Some Observations On Using Predictive ModelsApril 9th, 2012 by: DSA
At a recent Statistics & Modeling Course it became apparent that there were different understandings as to how a scoring model should be used.
Everyone understood that when the response rate to a promotion is the variable being modeled then the correct statistical approach is logistic regression, because the scores that result from the model (logits) can be translated into probabilities of response. What was not clear is that while the scores are indeed probabilities of response, the score themselves depend upon the average score of all persons promoted.
In other words, if a promotion to a given universe of names pulled 2%, then a model to predict response, would assign each person a score such that the average of all scores would be 2%. What if the promo pulled 4%? Then the average of all scores would be 4%. If the promotion averaged 1% then the average of all individual scores would equal 1%, and so on. So, the obvious conclusion is that a score
depends on the dataset, or the promotion, from which it was created.
Now suppose you build a model based on an August promo that pulled 3% , and now you want to use the model in January. You score everyone on your database. The average of all scores will be close to 3% percent. What if you only want to promote to persons whose expected response rate will be above 2% . The obvious answer, actually the obvious incorrect answer, is to promote to everyone whose score is equal to or greater than 2%.
Because this answer assumes that if the entire file were promoted in January, the average response would again be 3%. What if January is a really good month and August was a really bad month. What if promoting to the whole file pulled 5%. The assumption we have to make is that a person whose expected response in a 3% environment is 2% will do better in a 5% environment.
How much better?
The correct answer is that we are really not sure, but we assume, unless we’ve proven otherwise, that the improvement in response will be proportional. So, instead of using a person’s raw score, it’s better to think in terms of a relative score. A person’s relative
score is equal to their score divided by the average of all persons scored. In our example, a person with a 2% score coming from a promotion that averaged 3% would have a relative score, or an index or 2% divided by 3% or .667. And, in a 5% environment, i.e., in a month in which we expected the entire promotable universe, if contacted, to pull 5%, we would estimate this person’s probability of response at 3.3% (.667*5%).
Conversely, if a person’s expected response rate was 4% stemming from a promotion that averaged 3 %, in a 5 % environment they would be expected to respond at a rate of (4%/3%*5%) 6.7%.
The rule then is to think of model scores as indices or relative scores, as opposed to absolute scores. This means that before using a model you must not only score the entire promotable universe, but you must also calculate each individual’s relative score or
index (their score divided by the average score) and multiple this index by your own forecast of what would be the average response if the entire file were contacted.
Now, what if you didn’t make decisions based on the expected response rate, but on some other criteria, such as contacting the top 40% of the available names. Then the above procedure is not necessary because the value of the score does not count.

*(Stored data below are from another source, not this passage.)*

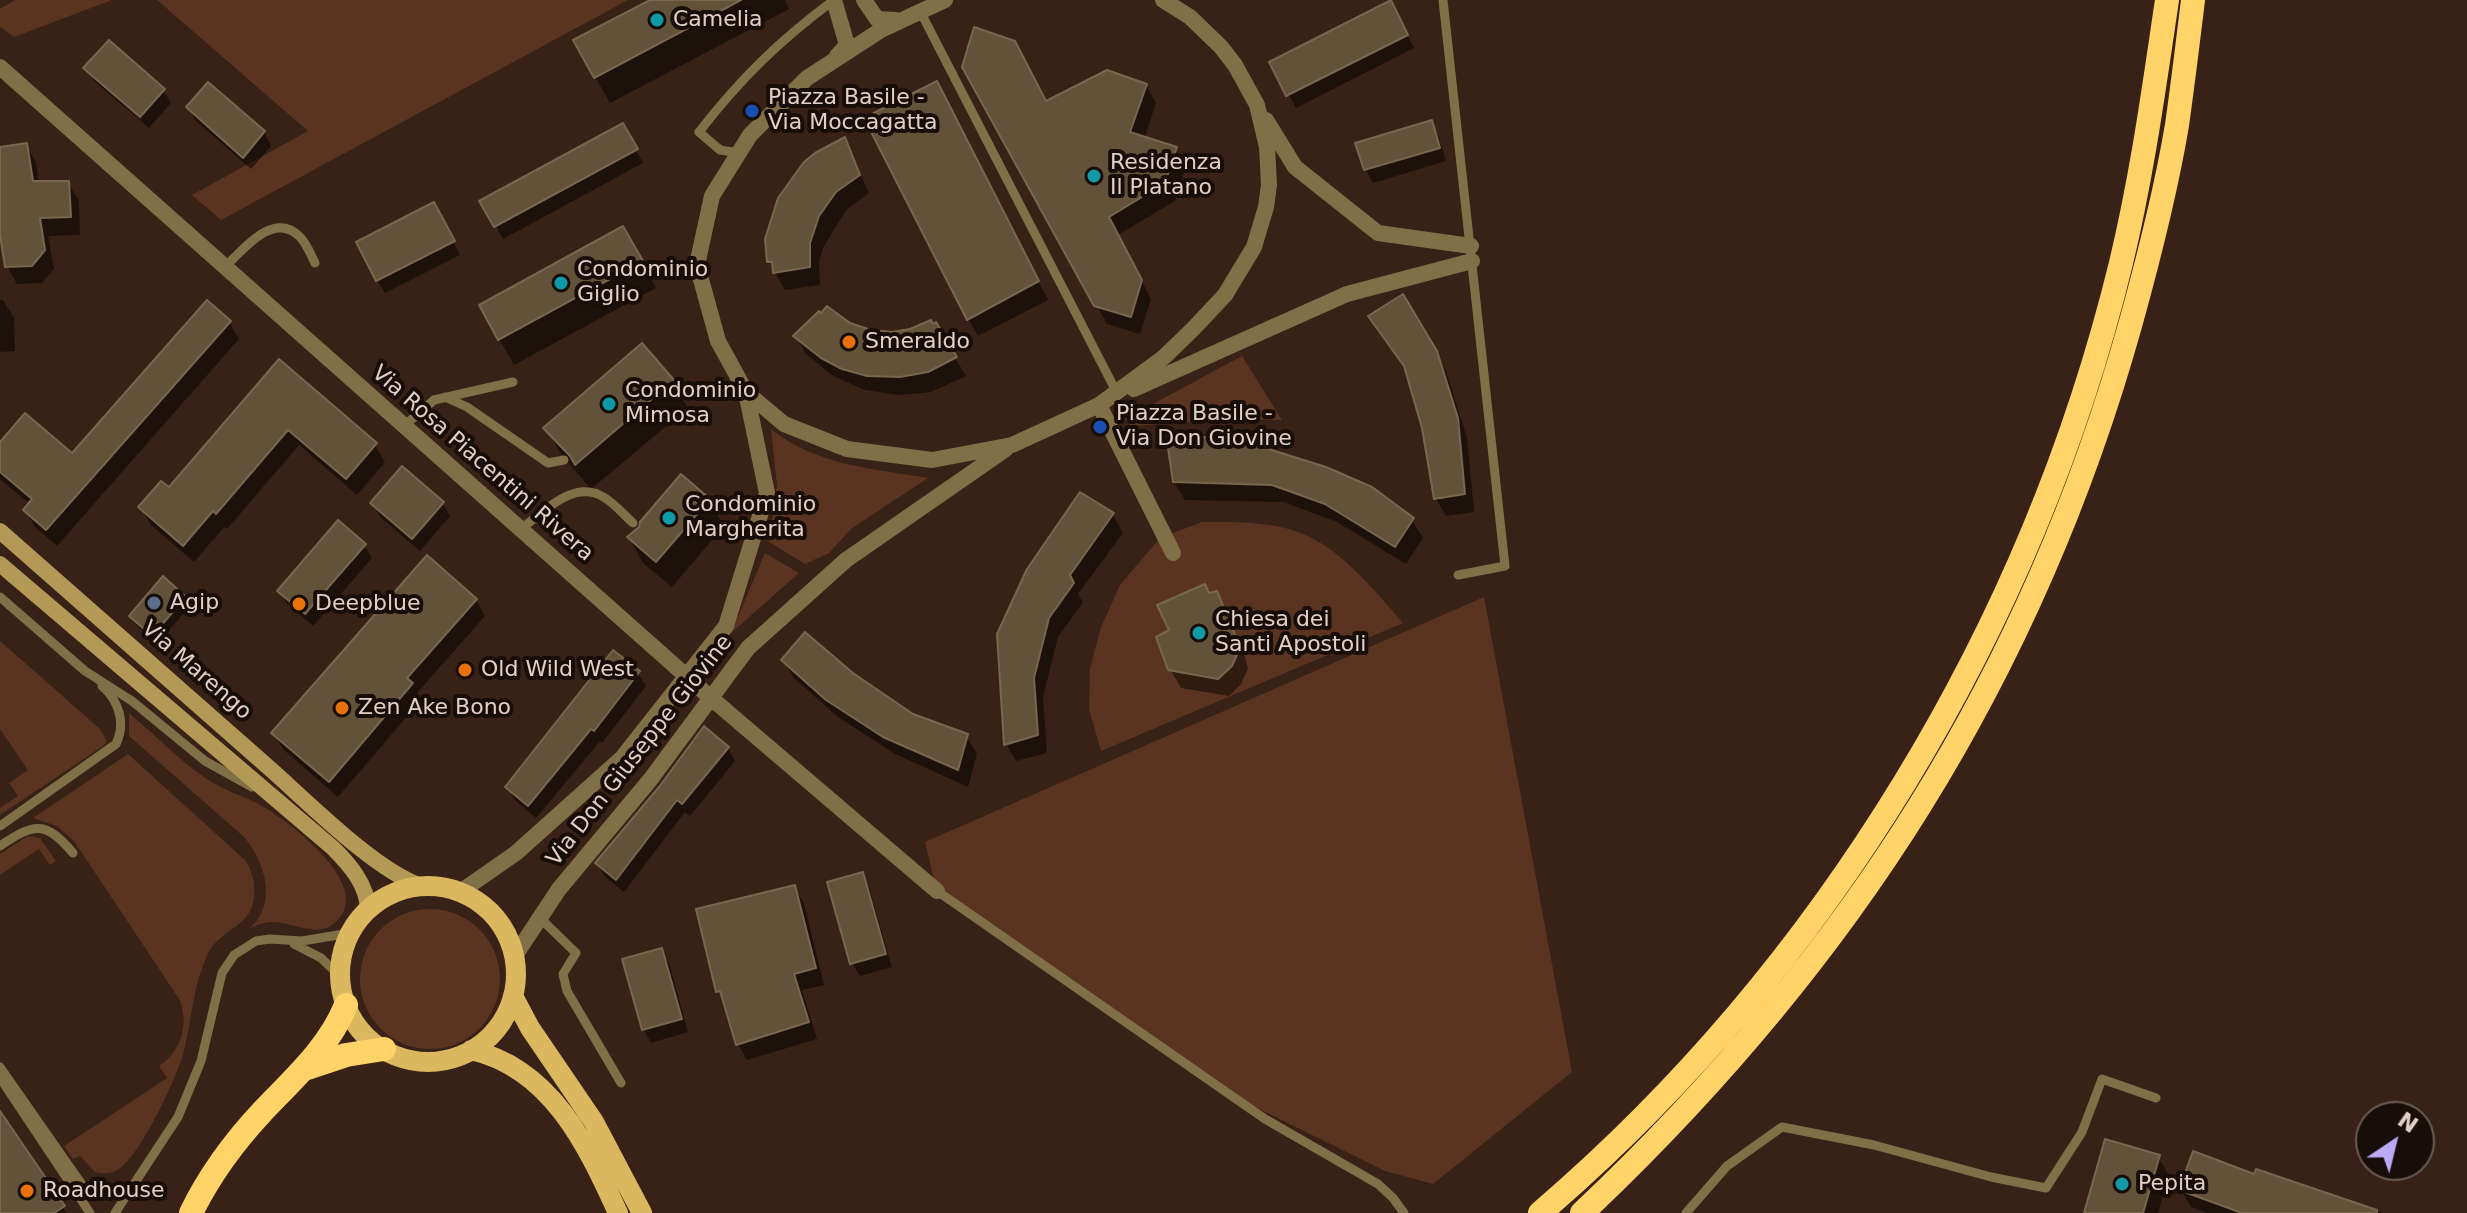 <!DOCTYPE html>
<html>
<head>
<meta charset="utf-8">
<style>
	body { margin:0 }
	#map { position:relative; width:2467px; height:1213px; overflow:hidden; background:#382116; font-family:"DejaVu Sans",sans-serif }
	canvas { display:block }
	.north { position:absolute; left:2355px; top:1101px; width:80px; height:80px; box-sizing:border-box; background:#180e09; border:2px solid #685c56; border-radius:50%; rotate:35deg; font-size:22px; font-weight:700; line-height:32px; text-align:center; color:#e1d0c9 }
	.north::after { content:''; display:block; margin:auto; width:28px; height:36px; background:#baaaf6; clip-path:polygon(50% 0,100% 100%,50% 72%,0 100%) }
</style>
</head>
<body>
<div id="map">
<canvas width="2467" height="1213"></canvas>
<div class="north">N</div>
</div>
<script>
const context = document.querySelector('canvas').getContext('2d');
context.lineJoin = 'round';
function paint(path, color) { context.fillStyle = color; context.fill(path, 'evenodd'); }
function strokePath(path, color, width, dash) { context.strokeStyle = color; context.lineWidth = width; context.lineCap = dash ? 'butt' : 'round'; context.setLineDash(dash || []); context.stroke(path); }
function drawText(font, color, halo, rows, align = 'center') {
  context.font = font + ' "DejaVu Sans",sans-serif'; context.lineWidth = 8; context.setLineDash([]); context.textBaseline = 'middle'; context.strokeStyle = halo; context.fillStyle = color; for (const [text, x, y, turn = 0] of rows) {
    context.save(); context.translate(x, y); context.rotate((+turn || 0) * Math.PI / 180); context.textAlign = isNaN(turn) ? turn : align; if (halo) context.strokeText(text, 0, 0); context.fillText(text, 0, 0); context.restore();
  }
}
const green = new Path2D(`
	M15,0H112L14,37L0,27V9Z
	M157,0H628L221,220L192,195L308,131Z
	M1242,356L1282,420L1242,419L1130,426L1125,419Z
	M771,429C815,465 874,469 928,478L851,529L829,553L805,564L769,542L777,485Z
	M1202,522C1235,522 1270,521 1301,533C1342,549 1375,591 1403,623L1101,751L1089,709L1090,669L1101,627L1120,585L1160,538Z
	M765,553L799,573L731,633Z
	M1484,597L1572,1072L1433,1184L1385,1171L1235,1097L937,891L925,842Z
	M0,641L100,729L107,741L103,746L0,815V808L18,796L9,783L28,770L0,729Z
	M129,713C154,734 177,758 204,777C223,791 249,797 269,810C296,828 379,891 332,925C316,937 291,922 273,922C265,922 257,925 250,928C278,903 265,862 244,837L129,736Z
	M128,754L245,860C251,869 254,878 254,889C257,928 220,926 207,956C193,986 192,1019 184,1051C178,1076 140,1156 119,1169C111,1174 103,1174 95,1172L80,1156L73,1159L64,1146L167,1078L159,1066C181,1052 190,1023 179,999L74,841L57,826L33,818Z
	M28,836L40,838L56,861L50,865L39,849L0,875V854Z
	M360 979a70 70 0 1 1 140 0a70 70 0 1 1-140 0Z`);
const shadow = new Path2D(`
	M654,0H785L789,9L610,103L595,77Z
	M1398,16L1414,48L1296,108L1272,63Z
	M964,67L1046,103L1146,85L1156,103L1144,139L1176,149L1186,166L1175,201L1118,235L1151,299L1140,334L1107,324Z
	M86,68L163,90L171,103L149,128L94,81Z
	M946,101L1048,300L978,336L968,319Z
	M188,108L264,132L271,146L251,169L196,121Z
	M1431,122L1438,135L1446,161L1373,183L1366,170Z
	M623,126L643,163L503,239L482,201Z
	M844,140L869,193L846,210L823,248L819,262L820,285L785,290L769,261Z
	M26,145L36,163L39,183H68L79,201L80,235L48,236L54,269L42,283L17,284L7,266L2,238H0V149Z
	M441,217L460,255L385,293L377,280Z
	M623,229L656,288L514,365L499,339Z
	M1402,297L1446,371L1467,438L1474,512L1446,516L1436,499L1424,428L1407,372L1371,317Z
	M0,300H3L14,318L15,351L0,352Z
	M229,322L239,339L57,546L35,527L25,510L30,504L0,479V445L72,456Z
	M850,324L871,332L892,334L935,325L966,376L931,392L900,395L865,390L833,376L806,354L796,336Z
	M279,362L375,445L385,462L357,495L299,445L227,529L224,527L194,562L151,525L141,508L169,490Z
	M672,381L688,408L591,489L561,454L546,428Z
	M1171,450L1412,520L1423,538L1406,564L1337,522L1283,502L1185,500L1174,482Z
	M709,500L724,526L672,587L644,564L629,538L641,529Z
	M373,503H442L450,516L420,551L380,517Z
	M1113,515L1123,533L1078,594L1083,602L1058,637L1043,697L1047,753L1016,761L1006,744L999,634Z
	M364,545L372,558L313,626L287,604L280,591Z
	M1216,593L1245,657L1248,669L1241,684L1229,696L1181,688L1170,669L1209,595Z
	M185,598L190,606L158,643L136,625L131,616Z
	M476,600L485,616L417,693L421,700L338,797L283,749L273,733Z
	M783,660L851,674L912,716L966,736L977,754L968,787L895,754L838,717L794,678Z
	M638,673L646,686L602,743L600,741L536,818L515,800L507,787Z
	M728,748L735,761L690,816L685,812L624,892L605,877L597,864Z
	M862,875L869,888L892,967L860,976L852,963Z
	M794,887L804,904L824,985L802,990L817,1039L747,1060L738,1044L726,1004L718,991L698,910Z
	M661,950L669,963L688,1032L651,1043L644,1030L624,960Z
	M0,1114L63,1207L66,1213H0Z
	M2158,1157L2169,1175L2158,1213H2086Z
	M2258,1171L2383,1213H2207L2191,1207L2181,1190L2256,1176Z`);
const building = new Path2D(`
	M650,0H741L594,78L573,40Z
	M1391,0L1408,35L1286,96L1269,62Z
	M974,27L1015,41L1046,101L1107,70L1147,84L1130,132L1177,147L1165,183L1109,217L1142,280L1131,317L1094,306L962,67Z
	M109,40L165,89L140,117L83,68Z
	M937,81L1039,281L967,320L864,118Z
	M208,82L265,131L243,158L186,107Z
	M1432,120L1440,148L1364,170L1355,143Z
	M623,123L638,149L494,227L479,201Z
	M845,137L860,175L836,192L819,216L810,243V267L773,273L772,262H767L765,239L778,198L804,162L815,153Z
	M27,143L33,181H69L71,217L40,218L45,250L32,266L5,267L0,235V147Z
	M434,202L455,241L376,281L356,242Z
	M623,226L643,261L498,340L479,305Z
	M1403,294L1437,351L1458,418L1465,494L1434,499L1422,428L1404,366L1368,316Z
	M207,300L231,321L46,530L23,510L32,499L0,472V442L25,413L72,453Z
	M827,306L850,323L871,330L892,332L910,329L931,320L933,324L936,322L957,357L928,372L900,377L867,376L842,369L821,358L793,336L819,311L821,313Z
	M642,343L674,380L575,465L570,456L543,428Z
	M279,359L377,443L346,479L288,430L216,514L213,511L183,546L138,507L161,481L169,487Z
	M1204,437L1262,447L1326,467L1372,487L1414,518L1395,547L1325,504L1272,485L1173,482L1168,448Z
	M402,466L444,502L412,539L370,503Z
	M681,474L710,499L656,562L627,537L639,527L640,522Z
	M1080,492L1114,513L1070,575L1074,583L1049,618L1034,678L1038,735L1004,745L997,634L1027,569Z
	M338,520L366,544L305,614L277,591Z
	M427,555L477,599L407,678L413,683L329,782L271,733Z
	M163,576L186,597L152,636L129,616Z
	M1205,584L1209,593L1217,591L1236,637L1239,650L1232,666L1218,679L1168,670L1156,637L1169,630L1157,605Z
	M805,632L853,673L913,714L968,734L958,770L883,737L826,700L781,660Z
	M613,650L640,671L594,731L591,729L528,806L505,787Z
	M704,726L729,747L682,804L677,800L616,880L595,863L659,787Z
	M863,872L886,954L850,964L827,882Z
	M795,885L816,968L794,974L809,1022L736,1045L720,991L716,992L696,909Z
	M662,948L682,1019L642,1030L622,959Z
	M0,1111L65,1206L54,1213H0Z
	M2105,1139L2160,1155L2143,1213H2084Z
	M2193,1151L2254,1174L2256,1169L2377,1210V1213H2242L2179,1190Z`);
const lane = new Path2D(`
	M1443,0L1505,566L1458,575
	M920,11L1117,393
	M739,153L720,150L699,132C741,78 779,41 834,0
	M226,266C243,250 273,211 299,236C306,242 311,255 315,263
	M445,397L467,407L548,463L564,460
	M405,425L434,400L513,382
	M522,528C545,511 575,478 605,498C615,504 624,515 633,523
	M0,597L85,671L132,701L205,761L252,787
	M0,826L116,744C126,723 119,701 102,686
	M0,846C34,823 45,820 73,853
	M937,891L1265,1119L1378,1184L1393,1198L1404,1213
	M541,919L576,953L563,974L567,991L621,1083
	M294,944L321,958L340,976
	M0,1067L83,1186L99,1196L129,1192
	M0,1078L90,1213
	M115,1213L178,1117L201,1061L222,973L234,955L256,941L270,939L302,941L350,933
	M1686,1213L1727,1166L1782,1127L1874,1145L1991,1177L2046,1188L2082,1132L2102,1079L2156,1098`);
const street = new Path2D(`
	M834,0L847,45L837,56
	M864,0L877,19L896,20
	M945,0L881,30L807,78L750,135L712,196L697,265L718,341L746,392L784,424L847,449L932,460L1012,445L1099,405L1163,358L1193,329L1225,295L1254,247L1266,207L1269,185L1267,147L1257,105L1235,65L1221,47L1190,17L1163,0
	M0,67L711,698L937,891
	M1266,120L1295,167L1378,233L1471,246
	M1134,389L1347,294L1472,261
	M1099,405L1173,553
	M460,892L516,853L622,758L726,626L767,493L746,392
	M514,957L559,889L650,780L748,648L846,560L1006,449`);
const secondary = new Path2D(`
	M0,531C89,610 178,688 267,766C307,801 373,869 421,886
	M0,564L333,848C349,864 367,884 368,909`);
const primary = new Path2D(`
	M340 974a88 88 0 1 1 176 0a88 88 0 1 1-176 0Z
	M513,996L530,1028L594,1122L642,1213
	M471,1050C551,1068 587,1145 618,1213`);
const highway = new Path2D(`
	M307,1068L346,1055L384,1049
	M191,1213C209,1176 234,1142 262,1112C294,1078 328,1049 346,1005
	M1540,1213C1826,968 2032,628 2121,263C2142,176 2154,88 2167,0
	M1582,1213C1849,961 2032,677 2131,322C2149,257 2166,191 2177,125C2183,83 2188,41 2193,0`);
const markers = [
	[657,20,8,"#0f9aa8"],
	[752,111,8,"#1a4fb4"],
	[1094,176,8,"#0f9aa8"],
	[561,283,8,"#0f9aa8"],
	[849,342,8,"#e8710a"],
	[609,404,8,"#0f9aa8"],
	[1100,427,8,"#1a4fb4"],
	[669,518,8,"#0f9aa8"],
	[154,603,8,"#5c6f8a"],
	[299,604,8,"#e8710a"],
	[1199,633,8,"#0f9aa8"],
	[465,670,8,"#e8710a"],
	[342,708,8,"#e8710a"],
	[2122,1184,8,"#0f9aa8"],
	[27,1191,8,"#e8710a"]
];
const poiNames = [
	["Camelia",673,20],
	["Piazza Basile -",768,98],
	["Via Moccagatta",768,123],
	["Residenza",1110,163],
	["Il Platano",1110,188],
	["Condominio",577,270],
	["Giglio",577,295],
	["Smeraldo",865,342],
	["Condominio",625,391],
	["Mimosa",625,416],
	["Piazza Basile -",1116,414],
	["Via Don Giovine",1116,439],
	["Condominio",685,505],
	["Margherita",685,530],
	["Agip",170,603],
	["Deepblue",315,604],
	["Chiesa dei",1215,620],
	["Santi Apostoli",1215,645],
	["Old Wild West",481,670],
	["Zen Ake Bono",358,708],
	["Pepita",2138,1184],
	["Roadhouse",43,1191]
];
const streetNames = [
	["Via Rosa Piacentini Rivera",482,464,41],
	["Via Marengo",196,671,41],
	["Via Don Giuseppe Giovine",640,751,-52]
];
paint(green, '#5a3421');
paint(shadow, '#0007');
paint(building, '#62523a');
strokePath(building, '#77674f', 2);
strokePath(lane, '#816f47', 9);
strokePath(street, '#816f47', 16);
strokePath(secondary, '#b49855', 16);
strokePath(primary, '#dbb75f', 20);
strokePath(highway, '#ffd367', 24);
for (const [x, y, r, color] of markers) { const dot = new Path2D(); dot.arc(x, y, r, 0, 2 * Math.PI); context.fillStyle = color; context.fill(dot); strokePath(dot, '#180e09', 3); }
drawText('22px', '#e1d0c9', '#180e09', poiNames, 'left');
drawText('22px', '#e1d0c9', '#180e09', streetNames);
</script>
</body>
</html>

This notion of relative scores also applies to zip code models that are used for new customer acquisition promotions. Let’s assume that you’ve built a zip code model and that for every zip code in your mailing universe you’ve calculated an expected response
rate and an expected average order, and that the zip’s overall expected dollars per name mailed is the product of the two scores. Again, assuming that the model is based on one or more promotions, the values for each zip code reflect the average
achieved across all lists in the particular mailings that were used to build both the response and the performance models.
As with individual level models, the scores associated with each zip code have to be adjusted for seasonal and other economic conditions that might increase or decrease the overall level of response and performance. But, with zip code models you have to
go one step further.
The most important factor in estimating a response and performance in an acquisition model is the quality of the list itself. So, while a zip code may have an index value of 150 indicating that across all lists it’s expected to do 50% better than average, it’s critical to apply this index to the expected value of the entire list. In a list expected to pull 2 % , mailing into a zip with an index of 150 results in an expected response rate of 3%.
This means that zip code models have to be implemented on a list by list basis. Some lists might be fine for all zip codes, others because of their lower averages can only be mailed into the top responding or performing zip codes, perhaps the top one or two deciles, when results are expressed in deciles.
What’s more, in working with zip code models to be used in conjunction with many lists, the typical new customer acquisition mailing, it’s not possible to be concerned with only relative rankings, i.e., lets rank all zips and delete the bottom 20%. The differences across lists are too important to ignore and models have to be, or should be, implemented on a list by list basis.
In summary, the point to remember is that the initial scores resulting from scoring a file have to be adjusted to reflect the overall expected level response or performance and where geographic areas are concerned, be they zip codes or lower levels of geography, adjustments have to be made to take the quality of the list or media source into account.